Hungerstreik für Arbeitsplätze

■ Zwei türkische Vertrauensleute der VDO in Frankfurt sind seit dem 1. März im Hungerstreik / Die VDO-Leitung hatte ihnen gekündigt, weil sie Entlassungspläne der Firma veröffentlicht hatten

Frankfurt (taz) - „Wir sind im Hungerstreik“, mit diesem roten Schriftzug auf ihren weißen Hemden sitzen Zafer Taskin und Mevlüt Pek seit dem 1. März vor einem Zelt an der Bockenheimer Warte in Frankfurt. Die beiden sind Ende Februar von der Vereinigten Deuta-Ota (VDO) gekündigt worden. Wegen ihrer gewerkschaftlichen Aktivitäten, sagen sie, aus persönlichen Gründen, sagt der Direktor für Öffentlichkeitsarbeit bei VDO, Karl Horst Bockholt. Die VDO produziert Meßinstrumente für Autoarmaturen, ist dick am Airbus-Geschäft beteiligt und lieferte der Rüstungsindustrie die Steuerung für den Leopard-Panzer. Ihren Hauptsitz verlegte sie von Frankfurt in das billigere Schwalbach im Taunus.

Die ehemaligen Angestellten des Betriebes sind davon überzeugt, daß bis zum geplanten Umzug des Frankfurter Rest -Werkes 1993 an den Stadtrand oder aufs Land rund 1.000 Mitarbeiter gekündigt werden sollen. Als Vertrauensleute der IG-Metall haben Zafer Taskin und Mevlüt Pek diese Nachricht innerhalb des Betriebs verbreitet. „Der Personalchef Hoffmann hat ganz offen gesagt, daß sie jetzt immer mehr Kündigungen aussprechen wollen“, berichtet Taskin. Und: „Die deutschen Kollegen zeigen keine Solidarität, weil es ja erst die Ausländer trifft.“ Eine Erklärung, in der die sofortige Wiedereinstellung der Arbeiter gefordert wird, wurde vom Betriebsrat mit neun gegen sechs Stimmen abgelehnt.

Über 500 Unterschriften für die Wiedereinstellung hat das „Solidaritätskomitee mit den VDO-Kollegen im Hungerstreik“ bereits innerhalb und außerhalb des Werkes gesammelt. Fast hundert sind am Samstag abend nach einer Theatervorstellung im Bockenheimer Depot, vor dem die beiden Hungerstreikenden ihr Zelt aufgebaut haben, gesammelt worden. Regisseur Dieter Hilsdorf hatte erlaubt, daß die „Ödipus„-Aufführung um eine Erklärung, die Taskin vortrug, bereichert wurde. Intendant Günther Rühle soll diese Geste für weitere Aufführungen untersagt haben.
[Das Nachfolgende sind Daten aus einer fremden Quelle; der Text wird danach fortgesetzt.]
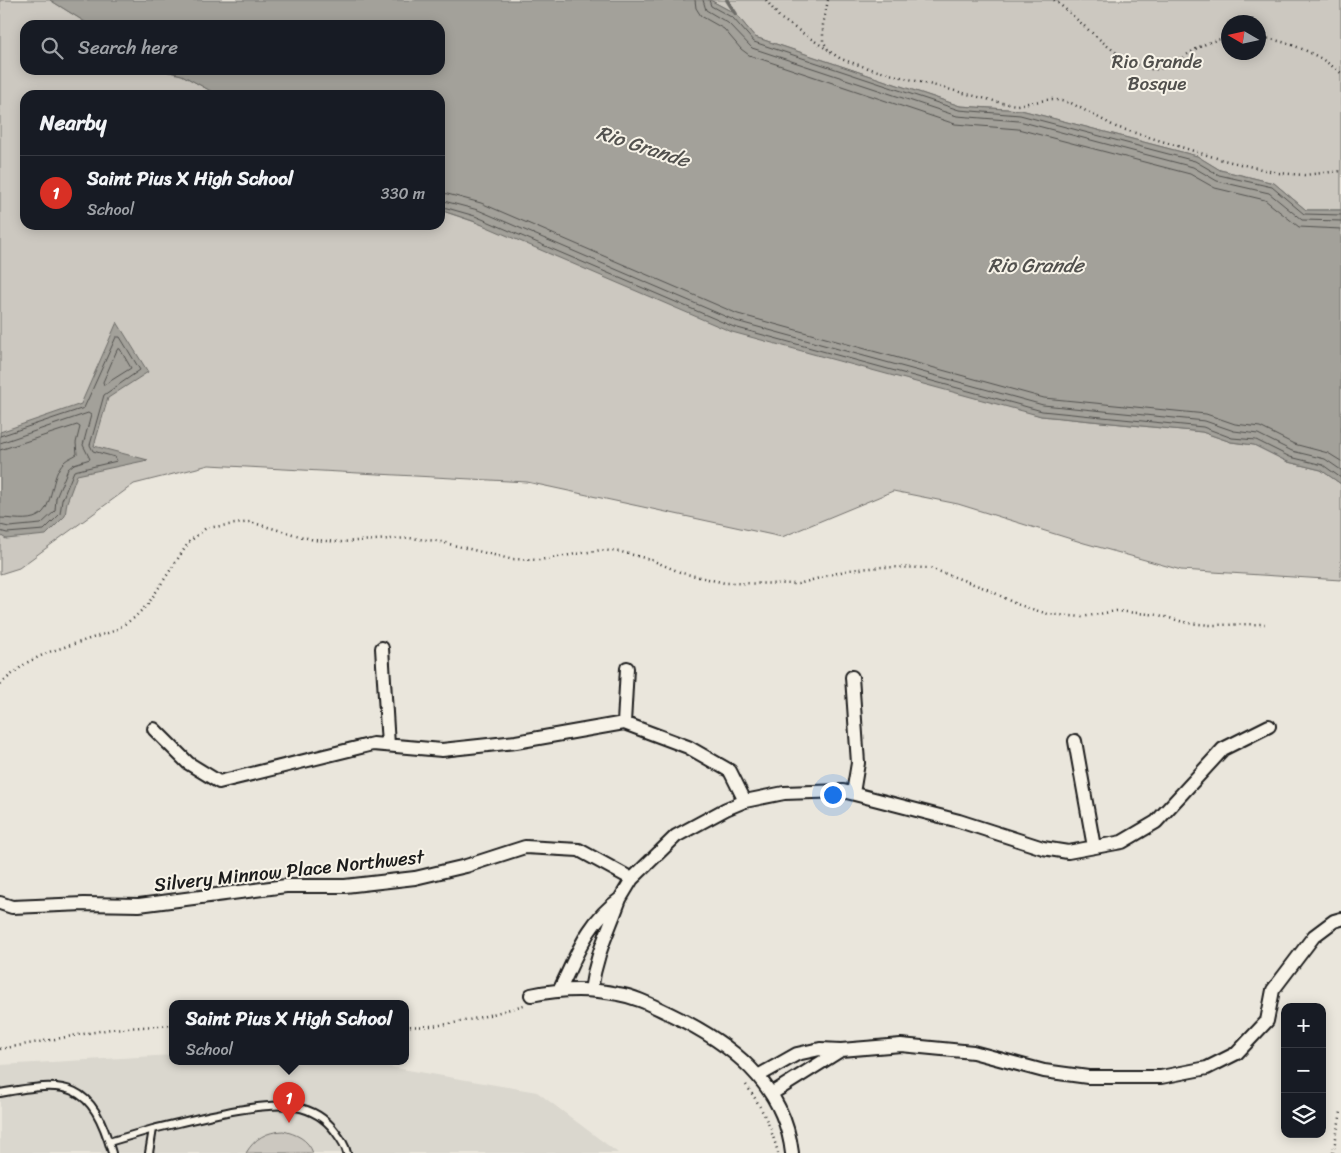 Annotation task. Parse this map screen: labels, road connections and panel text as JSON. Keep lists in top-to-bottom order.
{
  "streets": {
    "street": ["Silvery Minnow Place Northwest"]
  },
  "water": ["Rio Grande"],
  "parks": ["Rio Grande Bosque"],
  "north": "left",
  "page": {
    "search": "Search here",
    "heading": "Nearby",
    "list": [
      {
        "mark": "1",
        "name": "Saint Pius X High School",
        "note": "School",
        "value": "330 m"
      }
    ],
    "popup": ["Saint Pius X High School", "School"],
    "map_buttons": ["+", "−"],
    "pins": "1"
  }
} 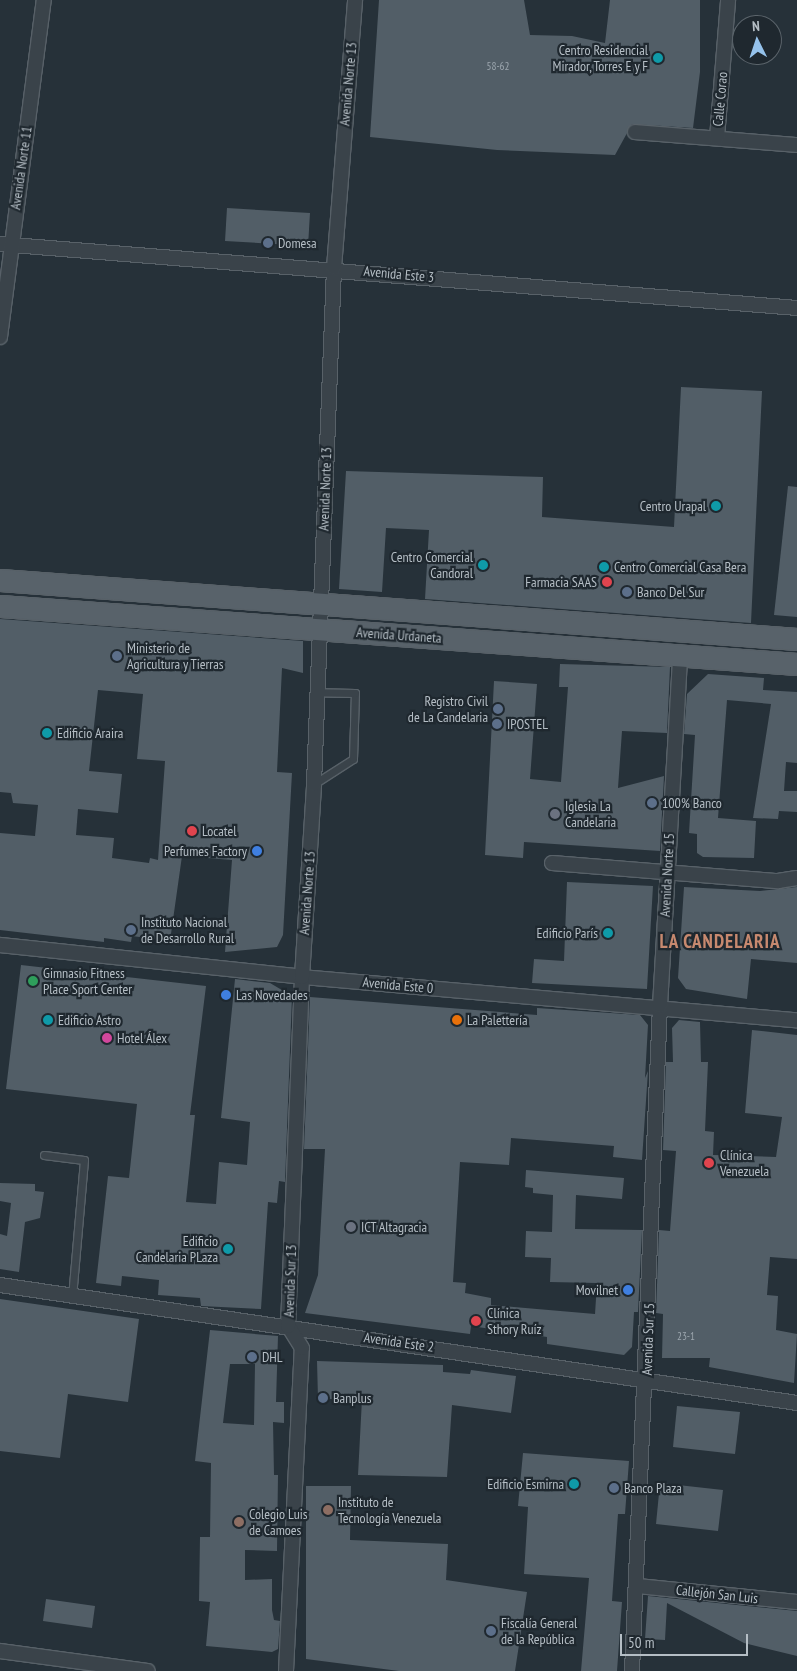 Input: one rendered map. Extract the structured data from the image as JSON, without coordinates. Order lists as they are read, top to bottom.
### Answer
{
  "streets": {
    "main road": ["Avenida Urdaneta"],
    "street": [
      "Avenida Norte 13",
      "Calle Corao",
      "Avenida Norte 11",
      "Avenida Este 3",
      "Avenida Norte 15",
      "Avenida Este 0",
      "Avenida Sur 13",
      "Avenida Sur 15",
      "Avenida Este 2",
      "Callejón San Luis"
    ]
  },
  "crossings": [
    ["Avenida Norte 13", "Avenida Este 3"],
    ["Avenida Norte 13", "Avenida Urdaneta"],
    ["Avenida Norte 13", "Avenida Este 0"],
    ["Avenida Norte 13", "Avenida Sur 13"],
    ["Avenida Norte 11", "Avenida Este 3"],
    ["Avenida Urdaneta", "Avenida Norte 15"],
    ["Avenida Norte 15", "Avenida Este 0"],
    ["Avenida Norte 15", "Avenida Sur 15"],
    ["Avenida Este 0", "Avenida Sur 13"],
    ["Avenida Este 0", "Avenida Sur 15"],
    ["Avenida Sur 13", "Avenida Este 2"],
    ["Avenida Sur 15", "Avenida Este 2"],
    ["Avenida Sur 15", "Callejón San Luis"]
  ],
  "districts": ["LA CANDELARIA"],
  "places": [
    "Centro Residencial Mirador, Torres E y F",
    "Domesa",
    "Centro Urapal",
    "Centro Comercial Candoral",
    "Centro Comercial Casa Bera",
    "Farmacia SAAS",
    "Banco Del Sur",
    "Ministerio de Agricultura y Tierras",
    "Registro Civil de La Candelaria",
    "IPOSTEL",
    "Edificio Araira",
    "100% Banco",
    "Iglesia La Candelaria",
    "Locatel",
    "Perfumes Factory",
    "Instituto Nacional de Desarrollo Rural",
    "Edificio París",
    "Gimnasio Fitness Place Sport Center",
    "Las Novedades",
    "Edificio Astro",
    "La Palettería",
    "Hotel Álex",
    "Clínica Venezuela",
    "ICT Altagracia",
    "Edificio Candelaria PLaza",
    "Movilnet",
    "Clínica Sthory Ruíz",
    "DHL",
    "Banplus",
    "Edificio Esmirna",
    "Banco Plaza",
    "Instituto de Tecnología Venezuela",
    "Colegio Luis de Camoes",
    "Fiscalía General de la República"
  ],
  "house_numbers": ["58-62", "23-1"],
  "scale_bar": "50 m",
  "north": "top"
}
„Wir werden hungern, bis die Geschäftsleitung Stellung nimmt“, erklärten die beiden Arbeiter. Bei VDO will man von all dem nichts wissen, weder von den tausend Mark, die bisher im Betrieb für die Entlassenen gesammelt wurden, noch von der großen Demonstration, die für Freitag geplant ist, und schon gar nichts von geplanten Entlassungen: „Wir ziehen um mit Mann und Maus.“

Rainer Roth, Professor am Fachbereich Sozialarbeit an der Fachhochschule, versucht als aktives Mitglied des „Solidaritätskomitees“ Kontakt zu Betriebsräten anderer Firmen zu knüpfen und auch die IG-Metall endlich zu einer Stellungnahme zu bewegen. Bisher hat die Gewerkschaft der VDO lediglich bestätigt, daß die beiden Entlassenen tatsächlich Vertrauensleute waren. Die Firma hatte geleugnet, von diesem Status der beiden Kenntnis zu haben.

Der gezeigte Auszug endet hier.